**Assignment**
Search the records for the string "lines", then copy each line that has it.

**Source data**
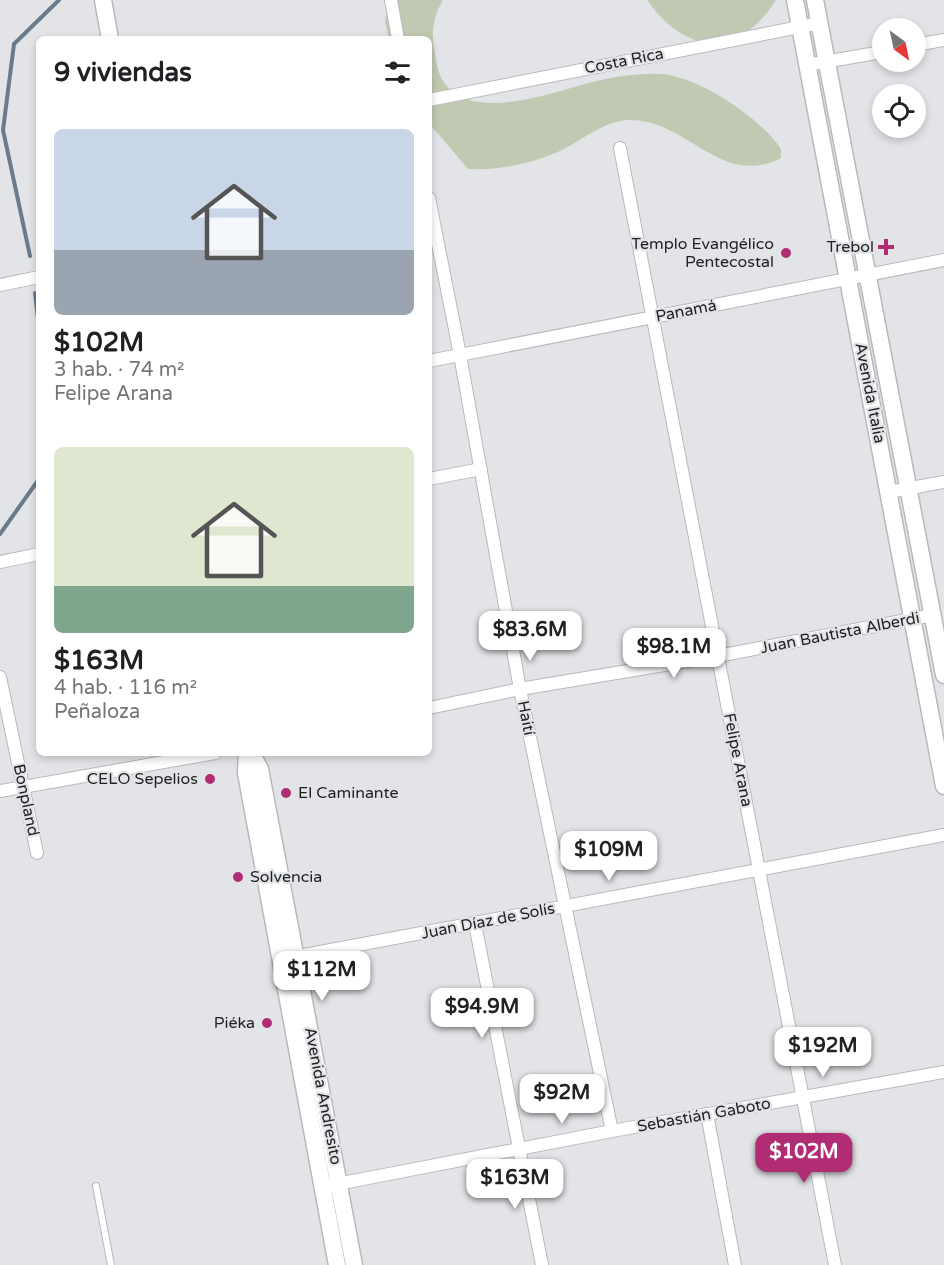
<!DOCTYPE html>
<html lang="es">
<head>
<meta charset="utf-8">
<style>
	:root { --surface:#fff; --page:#f2f2f2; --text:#202124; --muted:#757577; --accent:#b02c73 }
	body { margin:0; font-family:"Varela Round",sans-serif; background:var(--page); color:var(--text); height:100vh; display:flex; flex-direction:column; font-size:22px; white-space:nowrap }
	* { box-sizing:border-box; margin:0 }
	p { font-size:20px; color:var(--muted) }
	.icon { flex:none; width:33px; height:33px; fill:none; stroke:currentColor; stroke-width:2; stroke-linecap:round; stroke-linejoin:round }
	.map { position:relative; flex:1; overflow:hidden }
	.sheet { position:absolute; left:36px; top:36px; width:396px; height:720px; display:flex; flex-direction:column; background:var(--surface); border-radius:9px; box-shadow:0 3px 9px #0003 }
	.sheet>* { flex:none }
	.needle { width:39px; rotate:147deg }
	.tools { position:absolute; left:872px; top:18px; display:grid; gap:12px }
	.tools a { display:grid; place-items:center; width:54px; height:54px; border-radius:50%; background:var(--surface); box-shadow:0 3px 9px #0003; font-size:30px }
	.price { position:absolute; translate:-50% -51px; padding:0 14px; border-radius:12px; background:#fff; color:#222; font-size:20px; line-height:39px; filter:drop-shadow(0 2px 3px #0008) }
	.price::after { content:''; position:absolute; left:50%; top:36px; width:18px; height:14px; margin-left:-9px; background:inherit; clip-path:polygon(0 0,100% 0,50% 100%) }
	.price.current { background:var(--accent); color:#fff }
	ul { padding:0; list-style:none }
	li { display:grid; align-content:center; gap:12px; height:318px; padding:0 18px }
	li span { display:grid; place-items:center; height:186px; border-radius:9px; color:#555 }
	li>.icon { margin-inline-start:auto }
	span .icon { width:108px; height:108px; fill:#fffc; stroke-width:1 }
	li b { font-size:26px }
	h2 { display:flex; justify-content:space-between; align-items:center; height:72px; padding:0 18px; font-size:26px }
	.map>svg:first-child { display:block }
	.green { fill:#c2c9b2 }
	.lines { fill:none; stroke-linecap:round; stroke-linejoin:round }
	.stream { stroke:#6a7b8c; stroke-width:4 }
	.lane-casing { stroke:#b7b9bc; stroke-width:8 }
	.street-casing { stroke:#b7b9bc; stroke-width:14 }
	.secondary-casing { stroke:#b7b9bc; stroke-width:19 }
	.lane { stroke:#fff; stroke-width:6 }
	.street { stroke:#fff; stroke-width:12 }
	.secondary { stroke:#fff; stroke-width:16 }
	.poi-dot { fill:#b02c73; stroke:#e2e4e7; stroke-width:2 }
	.labels { text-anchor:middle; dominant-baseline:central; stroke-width:4.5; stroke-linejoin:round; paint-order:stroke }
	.street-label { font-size:16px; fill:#1f2021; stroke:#e2e4e7 }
	.poi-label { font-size:16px; fill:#1f2021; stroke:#e2e4e7; text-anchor:end }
</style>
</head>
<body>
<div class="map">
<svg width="944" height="1265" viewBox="0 0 944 1265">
	<rect width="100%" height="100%" fill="#e2e4e7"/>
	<!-- green -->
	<g class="green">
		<path d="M 389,0 L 443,0 C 430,22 432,36 436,61 C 448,131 544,95 589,83 C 611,77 638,73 661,74 C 698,76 762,119 781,149 L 781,158 C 720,189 687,118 628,120 C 602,122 584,139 562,150 C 534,163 499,171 468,169 L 429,123 L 429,39 L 389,39 L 385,22 Z"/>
		<path d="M 647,0 L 776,0 C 739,59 685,55 647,0 Z"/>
	</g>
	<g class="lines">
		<!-- stream -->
		<g class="stream">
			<path d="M 30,256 L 3,130 L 14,44 L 59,0"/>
			<path d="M 35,293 L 39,328"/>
			<path d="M 0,534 L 39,479"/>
		</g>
		<defs>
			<path id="lane" d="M 96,1186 L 111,1265"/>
			<g id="street">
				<path d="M 391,0 L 398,39"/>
				<path d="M 915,45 L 944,40"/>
				<path d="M 807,65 L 882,52"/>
				<path d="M 429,100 L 820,23"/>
				<path d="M 620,148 L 835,1265"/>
				<path d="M 429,198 L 460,355 L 520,689 L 612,1131"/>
				<path d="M 0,285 L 39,277"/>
				<path d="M 429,361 L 944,260"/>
				<path d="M 429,479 L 481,469"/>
				<path d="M 889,492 L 944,482"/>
				<path d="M 0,562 L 39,554"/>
				<path d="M 0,677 L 37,853"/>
				<path d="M 429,708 L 520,689 L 718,656 L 933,615"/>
				<path d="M 0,791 L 215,753"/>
				<path d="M 475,924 L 542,1265"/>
				<path d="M 288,958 L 944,835"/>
				<path d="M 707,1114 L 735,1265"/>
				<path d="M 332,1185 L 612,1131 L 944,1072"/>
			</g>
			<g id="secondary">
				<path d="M 103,0 L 110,39"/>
				<path d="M 795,0 L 944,786"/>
				<path d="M 815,0 L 944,675"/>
				<path d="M 247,753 L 246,773 L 337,1265"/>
				<path d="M 251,753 L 260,769 L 354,1265"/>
			</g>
		</defs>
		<!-- lane casing -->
		<use href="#lane" class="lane-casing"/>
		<!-- street casing -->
		<use href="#street" class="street-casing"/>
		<!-- secondary casing -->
		<use href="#secondary" class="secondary-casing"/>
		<!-- lane -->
		<use href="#lane" class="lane"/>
		<!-- street -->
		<use href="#street" class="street"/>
		<!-- secondary -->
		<use href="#secondary" class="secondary"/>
	</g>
	<!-- markers -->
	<g class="poi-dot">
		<path d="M883 238h6v6h6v6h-6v6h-6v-6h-6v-6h6z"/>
		<circle cx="786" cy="253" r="6"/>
		<circle cx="210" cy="779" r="6"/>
		<circle cx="286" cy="793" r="6"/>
		<circle cx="238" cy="877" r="6"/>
		<circle cx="267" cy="1023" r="6"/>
	</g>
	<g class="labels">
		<!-- street labels -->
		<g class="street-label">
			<text transform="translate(624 61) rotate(-11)">Costa Rica</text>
			<text transform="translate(686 311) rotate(-11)">Panamá</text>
			<text transform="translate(870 393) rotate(79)">Avenida Italia</text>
			<text transform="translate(840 633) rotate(-11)">Juan Bautista Alberdi</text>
			<text transform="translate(526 718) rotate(79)">Haití</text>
			<text transform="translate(738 760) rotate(79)">Felipe Arana</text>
			<text transform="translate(26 800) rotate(78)">Bonpland</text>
			<text transform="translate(488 921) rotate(-11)">Juan Díaz de Solís</text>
			<text transform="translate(323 1096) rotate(79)">Avenida Andresito</text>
			<text transform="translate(704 1115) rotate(-10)">Sebastián Gaboto</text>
		</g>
		<!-- poi labels -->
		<g class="poi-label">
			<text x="774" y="244">Templo Evangélico<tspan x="774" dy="18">Pentecostal</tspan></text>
			<text x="874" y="247">Trebol</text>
			<text x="198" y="779">CELO Sepelios</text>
			<text x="298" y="793" text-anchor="start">El Caminante</text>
			<text x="250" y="877" text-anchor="start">Solvencia</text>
			<text x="255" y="1023">Piéka</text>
		</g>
	</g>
</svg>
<div class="tools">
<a><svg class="needle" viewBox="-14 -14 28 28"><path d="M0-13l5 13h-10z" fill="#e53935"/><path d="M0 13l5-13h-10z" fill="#757577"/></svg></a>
<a><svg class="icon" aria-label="locate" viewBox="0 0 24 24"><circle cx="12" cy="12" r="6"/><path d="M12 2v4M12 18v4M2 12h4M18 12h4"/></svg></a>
</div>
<b class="price" style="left:530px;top:662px">$83.6M</b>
<b class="price" style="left:674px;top:679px">$98.1M</b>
<b class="price" style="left:609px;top:882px">$109M</b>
<b class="price" style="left:322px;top:1002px">$112M</b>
<b class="price" style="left:482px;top:1039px">$94.9M</b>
<b class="price" style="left:823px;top:1078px">$192M</b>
<b class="price" style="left:562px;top:1125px">$92M</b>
<b class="price current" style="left:804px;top:1184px">$102M</b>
<b class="price" style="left:515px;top:1210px">$163M</b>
<section class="sheet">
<h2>9 viviendas<svg class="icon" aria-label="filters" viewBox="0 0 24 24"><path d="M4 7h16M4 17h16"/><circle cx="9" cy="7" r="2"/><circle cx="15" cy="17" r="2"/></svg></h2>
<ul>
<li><span style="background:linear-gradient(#c9d6e8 65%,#9aa5b1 0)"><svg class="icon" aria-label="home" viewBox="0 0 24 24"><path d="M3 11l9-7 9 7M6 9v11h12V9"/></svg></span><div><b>$102M</b><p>3 hab. · 74 m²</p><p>Felipe Arana</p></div></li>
<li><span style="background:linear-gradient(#dfe7d0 75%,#7fa58c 0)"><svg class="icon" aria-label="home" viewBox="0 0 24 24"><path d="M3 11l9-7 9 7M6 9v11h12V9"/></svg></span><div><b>$163M</b><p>4 hab. · 116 m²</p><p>Peñaloza</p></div></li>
</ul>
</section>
</div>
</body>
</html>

**Your response**
	.lines { fill:none; stroke-linecap:round; stroke-linejoin:round }
	<g class="lines">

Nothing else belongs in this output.